You know it was a long time before I felt welcome in my life. I am not sure whether I do now. That horrible feeling, you know, like you've poured Drano down your gut, and you are writhing with the pain and the ache and the sheer horribleness of the unwelcome.

Well, guess what....Anne Lamott writes about this in her book Small Victories, which I bought in New York and finished, oh I don't know, in Boston? Anyway, here is an excerpt. As always, I recommend that you buy the book. She's worth reading.


There must have been a book - way down there in the slush pile of manuscripts - that somehow slipped out of the final draft of the Bible. That would have been the chapter that dealt with how we're supposed to recover from the criticism section in the Garden, and discover a sense that we're still welcome on the planet. there are moments in Scripture when we hear that God delights in people, and I am incredulous. But they are few and far between. Perhaps cooler heads determined that too much welcome would make sissies out of us all, and chose instead accounts of the ever popular slaughter, exile, and shame.

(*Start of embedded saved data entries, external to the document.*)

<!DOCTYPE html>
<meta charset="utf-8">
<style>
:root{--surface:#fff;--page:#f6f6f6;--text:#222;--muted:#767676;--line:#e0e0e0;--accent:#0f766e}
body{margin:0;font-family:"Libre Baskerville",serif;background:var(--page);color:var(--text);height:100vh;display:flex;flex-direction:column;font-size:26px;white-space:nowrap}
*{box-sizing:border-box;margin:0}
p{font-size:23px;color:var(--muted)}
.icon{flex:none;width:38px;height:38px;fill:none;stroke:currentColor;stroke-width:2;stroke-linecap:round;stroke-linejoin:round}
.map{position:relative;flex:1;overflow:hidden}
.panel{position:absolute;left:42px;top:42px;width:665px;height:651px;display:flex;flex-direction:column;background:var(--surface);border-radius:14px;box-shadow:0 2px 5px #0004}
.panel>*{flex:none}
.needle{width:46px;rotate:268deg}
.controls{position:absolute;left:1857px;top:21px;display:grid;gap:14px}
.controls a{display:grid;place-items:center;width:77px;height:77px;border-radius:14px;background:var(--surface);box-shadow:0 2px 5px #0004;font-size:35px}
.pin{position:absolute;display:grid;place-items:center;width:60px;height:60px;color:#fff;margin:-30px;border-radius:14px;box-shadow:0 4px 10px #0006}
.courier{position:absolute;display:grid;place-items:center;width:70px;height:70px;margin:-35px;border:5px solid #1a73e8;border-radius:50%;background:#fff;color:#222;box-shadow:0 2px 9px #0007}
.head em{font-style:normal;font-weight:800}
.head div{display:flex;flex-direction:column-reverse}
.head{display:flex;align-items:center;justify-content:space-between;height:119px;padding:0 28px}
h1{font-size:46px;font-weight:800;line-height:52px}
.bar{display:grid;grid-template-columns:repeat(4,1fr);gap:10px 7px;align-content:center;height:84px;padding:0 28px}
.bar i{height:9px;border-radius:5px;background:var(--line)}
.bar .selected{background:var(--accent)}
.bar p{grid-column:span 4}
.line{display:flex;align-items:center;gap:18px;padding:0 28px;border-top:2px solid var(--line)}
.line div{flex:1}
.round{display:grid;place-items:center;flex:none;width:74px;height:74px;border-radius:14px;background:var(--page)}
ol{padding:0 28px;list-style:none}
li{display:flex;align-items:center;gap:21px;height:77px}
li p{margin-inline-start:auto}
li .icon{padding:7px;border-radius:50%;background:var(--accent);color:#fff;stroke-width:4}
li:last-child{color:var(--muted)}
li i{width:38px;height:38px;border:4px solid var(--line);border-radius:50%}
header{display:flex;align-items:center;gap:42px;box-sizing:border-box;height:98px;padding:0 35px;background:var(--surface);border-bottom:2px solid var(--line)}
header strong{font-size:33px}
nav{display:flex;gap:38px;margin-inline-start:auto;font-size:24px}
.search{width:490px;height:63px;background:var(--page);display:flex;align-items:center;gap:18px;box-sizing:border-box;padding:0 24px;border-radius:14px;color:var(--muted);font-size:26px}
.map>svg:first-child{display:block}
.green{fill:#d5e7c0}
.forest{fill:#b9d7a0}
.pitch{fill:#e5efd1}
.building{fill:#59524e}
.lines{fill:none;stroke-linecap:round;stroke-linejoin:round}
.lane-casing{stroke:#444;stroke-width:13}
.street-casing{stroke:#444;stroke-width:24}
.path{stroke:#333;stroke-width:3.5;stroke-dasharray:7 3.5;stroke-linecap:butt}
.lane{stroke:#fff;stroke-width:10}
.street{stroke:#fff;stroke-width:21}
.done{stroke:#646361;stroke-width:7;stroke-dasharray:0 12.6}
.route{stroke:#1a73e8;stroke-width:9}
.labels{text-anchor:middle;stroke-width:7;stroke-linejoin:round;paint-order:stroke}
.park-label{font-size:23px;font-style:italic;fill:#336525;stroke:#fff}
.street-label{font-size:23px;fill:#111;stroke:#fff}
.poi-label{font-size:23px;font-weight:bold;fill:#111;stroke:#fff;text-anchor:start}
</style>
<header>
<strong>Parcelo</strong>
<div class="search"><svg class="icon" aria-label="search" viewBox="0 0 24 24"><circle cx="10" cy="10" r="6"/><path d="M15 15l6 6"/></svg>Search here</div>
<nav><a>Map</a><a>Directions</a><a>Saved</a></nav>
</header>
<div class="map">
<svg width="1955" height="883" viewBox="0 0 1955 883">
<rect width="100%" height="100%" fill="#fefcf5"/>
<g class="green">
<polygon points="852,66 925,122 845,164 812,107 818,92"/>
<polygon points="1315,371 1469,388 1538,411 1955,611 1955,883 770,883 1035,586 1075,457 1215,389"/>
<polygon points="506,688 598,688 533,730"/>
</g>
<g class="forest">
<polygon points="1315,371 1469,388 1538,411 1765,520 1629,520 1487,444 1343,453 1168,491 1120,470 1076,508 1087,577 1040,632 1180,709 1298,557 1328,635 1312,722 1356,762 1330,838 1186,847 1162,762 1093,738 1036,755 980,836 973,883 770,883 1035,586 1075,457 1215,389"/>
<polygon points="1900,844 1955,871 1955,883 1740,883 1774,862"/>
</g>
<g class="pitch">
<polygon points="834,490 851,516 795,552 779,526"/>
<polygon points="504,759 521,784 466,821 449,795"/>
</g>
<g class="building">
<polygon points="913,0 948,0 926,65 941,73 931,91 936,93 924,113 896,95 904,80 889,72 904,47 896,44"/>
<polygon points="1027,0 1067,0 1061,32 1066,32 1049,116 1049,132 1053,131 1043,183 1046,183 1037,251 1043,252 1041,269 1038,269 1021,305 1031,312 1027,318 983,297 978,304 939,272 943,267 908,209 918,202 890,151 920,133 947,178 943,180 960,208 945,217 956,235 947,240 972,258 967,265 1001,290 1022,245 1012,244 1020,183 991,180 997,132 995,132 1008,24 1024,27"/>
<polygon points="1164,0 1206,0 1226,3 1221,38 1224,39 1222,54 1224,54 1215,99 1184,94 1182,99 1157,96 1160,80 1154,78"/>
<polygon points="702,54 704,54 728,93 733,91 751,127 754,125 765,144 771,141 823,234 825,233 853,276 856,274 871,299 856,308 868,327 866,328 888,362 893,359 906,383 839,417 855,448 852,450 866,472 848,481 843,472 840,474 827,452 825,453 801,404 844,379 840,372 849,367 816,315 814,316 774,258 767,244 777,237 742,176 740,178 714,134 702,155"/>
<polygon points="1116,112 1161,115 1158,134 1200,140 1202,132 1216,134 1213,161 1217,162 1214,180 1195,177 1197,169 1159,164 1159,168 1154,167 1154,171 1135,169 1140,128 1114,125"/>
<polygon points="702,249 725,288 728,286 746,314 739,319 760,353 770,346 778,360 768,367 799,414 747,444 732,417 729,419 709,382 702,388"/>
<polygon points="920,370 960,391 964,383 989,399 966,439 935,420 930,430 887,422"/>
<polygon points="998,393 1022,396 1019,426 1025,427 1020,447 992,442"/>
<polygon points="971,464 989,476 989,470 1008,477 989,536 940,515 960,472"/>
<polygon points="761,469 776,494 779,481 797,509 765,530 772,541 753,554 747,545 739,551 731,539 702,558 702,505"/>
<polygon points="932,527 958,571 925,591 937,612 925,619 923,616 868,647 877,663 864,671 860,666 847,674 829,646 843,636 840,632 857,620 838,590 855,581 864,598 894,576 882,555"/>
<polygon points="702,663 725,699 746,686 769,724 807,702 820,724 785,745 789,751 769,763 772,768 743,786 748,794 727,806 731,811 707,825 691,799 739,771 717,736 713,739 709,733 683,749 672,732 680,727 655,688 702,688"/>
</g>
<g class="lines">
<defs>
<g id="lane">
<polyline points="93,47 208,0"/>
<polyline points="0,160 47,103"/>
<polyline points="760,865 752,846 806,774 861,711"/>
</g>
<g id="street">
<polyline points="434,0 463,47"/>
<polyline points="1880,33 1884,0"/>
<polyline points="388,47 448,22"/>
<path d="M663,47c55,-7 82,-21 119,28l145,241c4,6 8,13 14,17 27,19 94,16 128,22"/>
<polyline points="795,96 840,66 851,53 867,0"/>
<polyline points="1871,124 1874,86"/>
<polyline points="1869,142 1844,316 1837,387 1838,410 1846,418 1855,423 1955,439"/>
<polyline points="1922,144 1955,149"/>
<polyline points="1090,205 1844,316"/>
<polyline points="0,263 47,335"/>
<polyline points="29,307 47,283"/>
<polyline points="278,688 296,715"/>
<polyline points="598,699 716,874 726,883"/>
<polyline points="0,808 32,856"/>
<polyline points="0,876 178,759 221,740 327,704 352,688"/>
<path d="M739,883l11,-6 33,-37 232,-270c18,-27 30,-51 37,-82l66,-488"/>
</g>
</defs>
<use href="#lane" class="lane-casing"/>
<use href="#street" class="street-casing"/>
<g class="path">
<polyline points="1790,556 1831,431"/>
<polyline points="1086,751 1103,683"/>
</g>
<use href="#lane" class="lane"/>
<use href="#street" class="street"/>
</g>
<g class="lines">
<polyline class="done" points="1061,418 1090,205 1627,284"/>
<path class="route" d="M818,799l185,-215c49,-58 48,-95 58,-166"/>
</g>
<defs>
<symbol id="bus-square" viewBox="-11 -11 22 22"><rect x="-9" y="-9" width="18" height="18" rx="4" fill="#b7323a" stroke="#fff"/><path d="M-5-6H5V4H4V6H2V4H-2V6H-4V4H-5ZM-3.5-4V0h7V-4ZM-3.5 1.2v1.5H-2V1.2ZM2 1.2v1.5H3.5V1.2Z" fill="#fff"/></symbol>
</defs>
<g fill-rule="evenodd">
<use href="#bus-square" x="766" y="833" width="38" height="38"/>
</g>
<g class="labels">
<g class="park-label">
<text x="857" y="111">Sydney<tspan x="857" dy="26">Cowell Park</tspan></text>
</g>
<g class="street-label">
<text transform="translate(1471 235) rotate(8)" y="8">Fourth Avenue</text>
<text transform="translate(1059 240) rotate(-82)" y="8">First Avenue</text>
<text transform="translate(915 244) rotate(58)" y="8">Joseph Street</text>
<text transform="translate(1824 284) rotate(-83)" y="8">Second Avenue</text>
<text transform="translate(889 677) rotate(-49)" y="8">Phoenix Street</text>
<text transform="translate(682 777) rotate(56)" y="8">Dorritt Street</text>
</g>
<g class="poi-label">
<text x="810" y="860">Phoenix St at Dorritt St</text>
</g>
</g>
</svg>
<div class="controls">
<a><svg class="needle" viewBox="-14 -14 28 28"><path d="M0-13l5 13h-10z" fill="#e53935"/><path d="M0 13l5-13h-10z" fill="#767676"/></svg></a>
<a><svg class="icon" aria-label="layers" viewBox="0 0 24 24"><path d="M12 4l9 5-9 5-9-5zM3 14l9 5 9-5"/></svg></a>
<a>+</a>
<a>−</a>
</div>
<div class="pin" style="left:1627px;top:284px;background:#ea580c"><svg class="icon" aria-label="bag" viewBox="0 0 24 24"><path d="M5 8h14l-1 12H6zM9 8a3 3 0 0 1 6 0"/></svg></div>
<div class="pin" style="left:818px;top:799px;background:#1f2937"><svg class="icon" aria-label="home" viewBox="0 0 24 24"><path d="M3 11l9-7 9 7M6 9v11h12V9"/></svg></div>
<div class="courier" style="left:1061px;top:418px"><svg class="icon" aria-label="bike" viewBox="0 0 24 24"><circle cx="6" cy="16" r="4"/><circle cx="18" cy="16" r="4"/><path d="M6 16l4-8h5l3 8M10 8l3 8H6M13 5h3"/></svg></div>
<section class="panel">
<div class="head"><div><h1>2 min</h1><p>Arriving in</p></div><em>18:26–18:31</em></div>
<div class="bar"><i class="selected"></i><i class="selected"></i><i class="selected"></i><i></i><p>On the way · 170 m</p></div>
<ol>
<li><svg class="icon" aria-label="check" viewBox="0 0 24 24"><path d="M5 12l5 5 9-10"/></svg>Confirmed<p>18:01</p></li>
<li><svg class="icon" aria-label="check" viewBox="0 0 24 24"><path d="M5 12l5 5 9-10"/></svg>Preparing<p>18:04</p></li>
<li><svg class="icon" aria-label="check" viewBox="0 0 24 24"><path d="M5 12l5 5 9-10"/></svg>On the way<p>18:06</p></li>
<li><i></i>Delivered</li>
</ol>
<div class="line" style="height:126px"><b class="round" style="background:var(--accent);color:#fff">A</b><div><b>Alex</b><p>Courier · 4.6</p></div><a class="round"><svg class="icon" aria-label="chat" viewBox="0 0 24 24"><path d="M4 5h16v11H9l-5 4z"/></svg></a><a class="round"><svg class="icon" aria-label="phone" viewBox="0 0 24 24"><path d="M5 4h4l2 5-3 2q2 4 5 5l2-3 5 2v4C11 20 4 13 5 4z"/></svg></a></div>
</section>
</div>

The welcome book would have taught us that power and signs of status can't save us, that welcome - both offering and receiving - is our source of safety. Various chapters and verses of this book would remind us that we are wanted and even occasionally delighted in, despite the unfortunate truth that we are greedy-grabby, self-referential, indulgent, overly judgemental, and often hysterical.

Somehow that book went "missing." Or when the editorial board of bishops pored over the canonical lists from Jerusalem and Alexandria, they arbitrarily nixed the book that states unequivocally that you are wanted, even rejoiced in.

We have to write that book ourselves.